Il y a un peu deux films en un dans Chats Perchés, celui sur M. Chat et l'autre sur Marker et l'actualité. Mais ces deux films n'existent que l'un par rapport à l'autre. Pourtant on pourrait légitimement se sentir plus attiré par la quête des chats que par le regard sur l'actualité, tant celle-ci peut paraître observée de manière un peu superficielle. Tant cette empathie de Marker pour les révoltes en kit des lycéens du 21/04 ou ces manifestations contre la guerre en Irak révèlent une position consensuelle et (trop) bien pensante (sans s'attarder sur la lourdeur de la partie sur Cantat). Mais, de ce Chats Perchés qui rappelle un peu Le Joli Mai, on est tenté de proposer une autre interprétation. L'actualité et les images que Marker en saisit se déroulent. Elles ne s'arrêtent pas ; à peine le temps de les resituer que Marker les ponctue d'une remarque souvent audacieuse, et puis le film passe à autre chose. Autre moment, sur la piste de M. Chat, l'enquête continue. Ce qui compte peut paraître alors davantage le facteur humain que l'instant, moins la prise de position ponctuelle que généralisée, le fait qu'il y ait encore des révoltes, qu'on descende dans la rue. Compte moins la cause que l'action, la justice que le mouvement, la solidarité. Au fond, ici les partis n'ont plus d'importance, l'engagement politique n'a plus de couleur parce que peut-être celles-ci sont trop délavées, et Marker en est parfaitement conscient. Ainsi, lorsque des intermittents entonnent une chanson populaire, Marker ne loupe pas les paroles et sursaute sur le mot « kommandantur ». C'est dans ces moments que Chats Perchés devient à l'image de son animal fétiche, qu'il apparaît comme l'œuvre d'un sage. Celle d'un homme ayant traversé les plus grands sursauts politiques du XXe siècle, un homme probablement déçu des idéaux et qui se tourne vers un certain humanisme, un homme de lettres et de langage capable de déstructurer ce qui se fond dans la masse. On accepte ou pas, mais la sagacité du cinéaste sait néanmoins souvent appuyer avec une gravité toujours optimiste là où ça fait mal.

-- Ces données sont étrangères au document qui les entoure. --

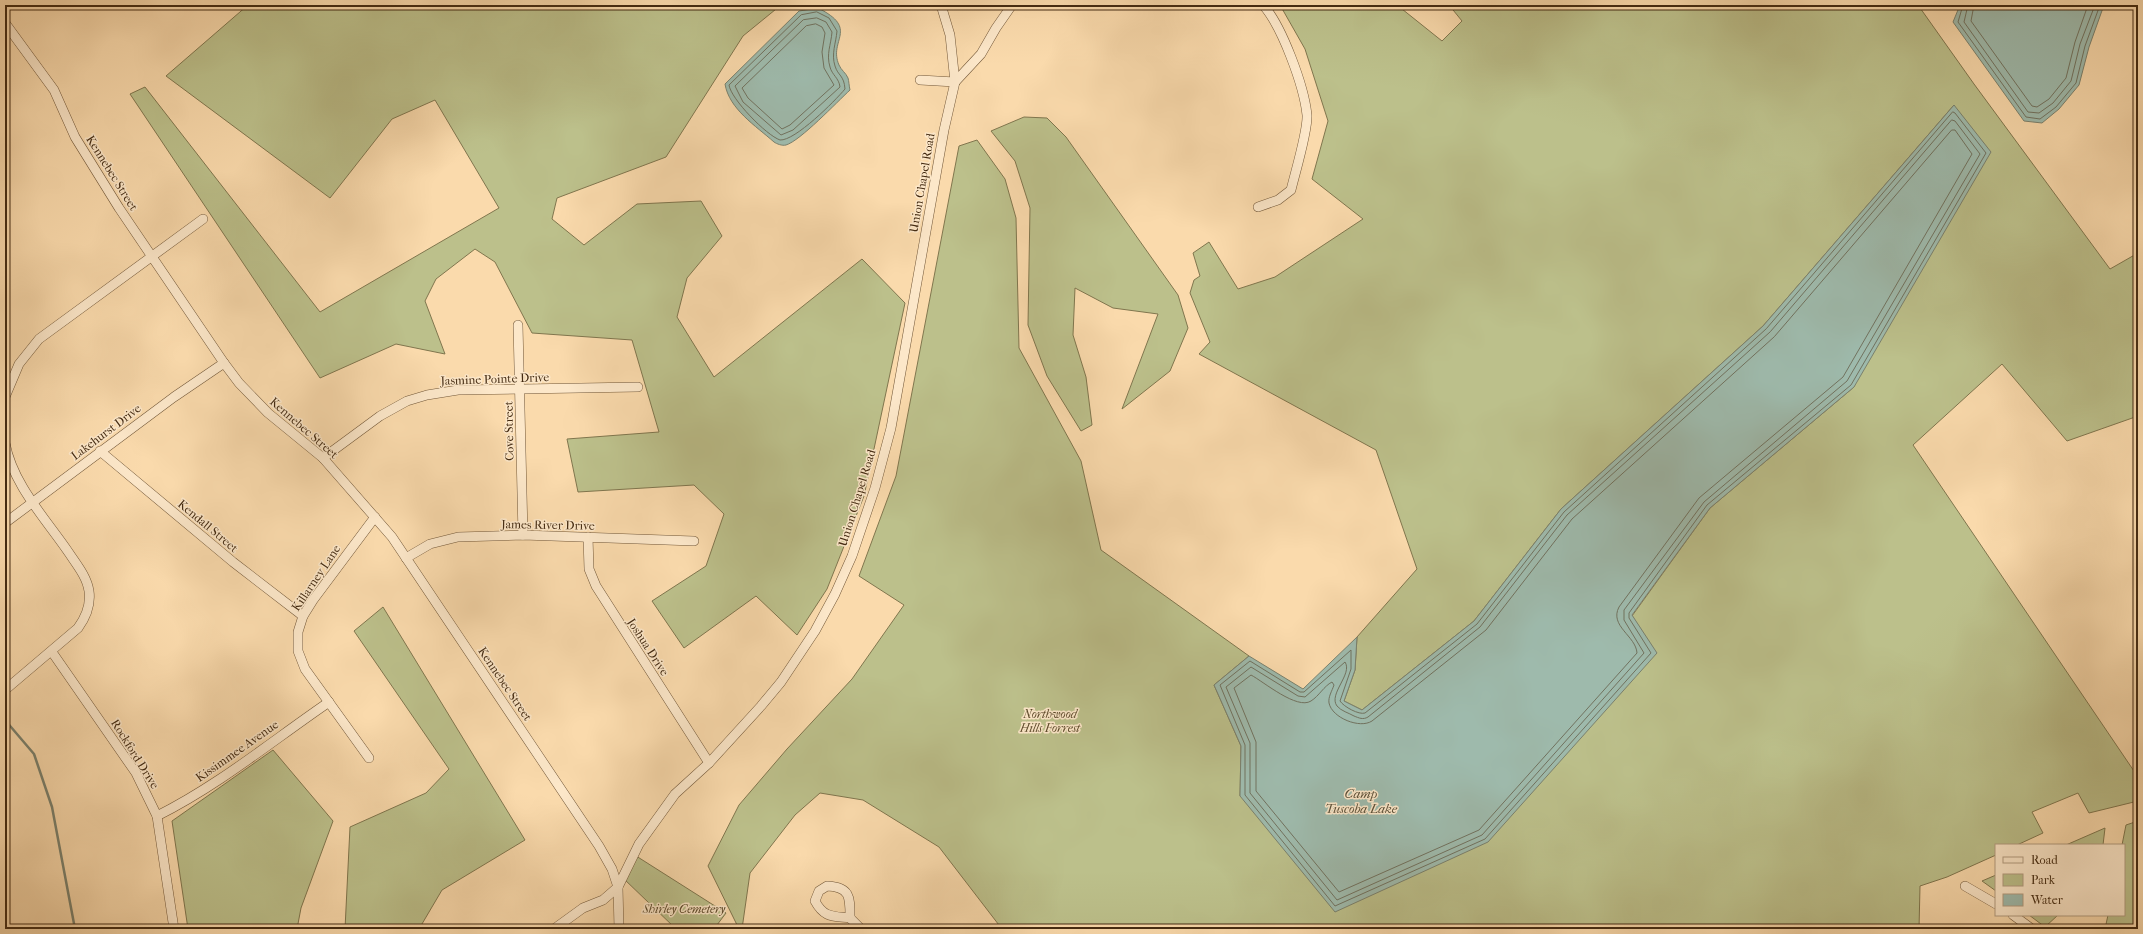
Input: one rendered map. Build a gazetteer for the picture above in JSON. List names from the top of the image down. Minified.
{"streets":{"street":["Kennebec Street","Union Chapel Road","Jasmine Pointe Drive","Cove Street","Lakehurst Drive","James River Drive","Kendall Street","Killarney Lane","Joshua Drive","Kissimmee Avenue","Rockford Drive"]},"crossings":[["Kennebec Street","Union Chapel Road"],["Kennebec Street","Jasmine Pointe Drive"],["Kennebec Street","Lakehurst Drive"],["Kennebec Street","James River Drive"],["Kennebec Street","Killarney Lane"],["Union Chapel Road","Joshua Drive"],["Jasmine Pointe Drive","Cove Street"],["Cove Street","James River Drive"],["Lakehurst Drive","Kendall Street"],["James River Drive","Joshua Drive"],["Kendall Street","Killarney Lane"],["Killarney Lane","Kissimmee Avenue"],["Kissimmee Avenue","Rockford Drive"]],"water":["Camp Tuscoba Lake"],"parks":["Northwood Hills Forrest","Shirley Cemetery"],"legend":["Road","Park","Water"]}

Ne pas faire confiance aux images
Deux films en un c'est ainsi la nature un peu bicéphale de Chats Perchés, un film de Chris Marker et malgré lui d'un anonyme, « l'artiste » M. Chat. L'enquête autour du chat est la partie la plus passionnante du film parce que la plus troublante et qu'elle se défile. Progressivement la traque du personnage devient un véritable questionnement sur l'image entrant en corrélation avec la fluctuation de l'actualité. Le réel du chat (la preuve par l'image de son existence figurative) traverse la réalité du quotidien. L'un et l'autre deviennent liés. Petit à petit le doute s'installe, ce chat existe-t-il ? Marker a-t-il tout inventé ? A force de manier diverses preuves dont on doute de l'authenticité (Internet, les images des manifestants pour M. Chat), le film finit par bouleverser nos certitudes. S'agit-il d'une illusion ? Jusqu'à la disparition des chats, effacés par la mairie de Paris, on n'en finit pas de s'enfoncer dans une remise en perspective constante de la vision. Ce jeu sur le regard et l'effacement des preuves convoque de fait la nature superficielle de l'actualité, il nous demande presque de ne pas faire confiance aux images. Le parallèle d'une quête à l'autre (chat et actualité) montre presque l'impossibilité foncière d'apporter les images comme preuves tangibles du réel. Il faut l'écrire, en faire sa poésie ; il faut faire montage pour que les images donnent la différence et trouvent leur adresse afin d'être invitées à la réflexion.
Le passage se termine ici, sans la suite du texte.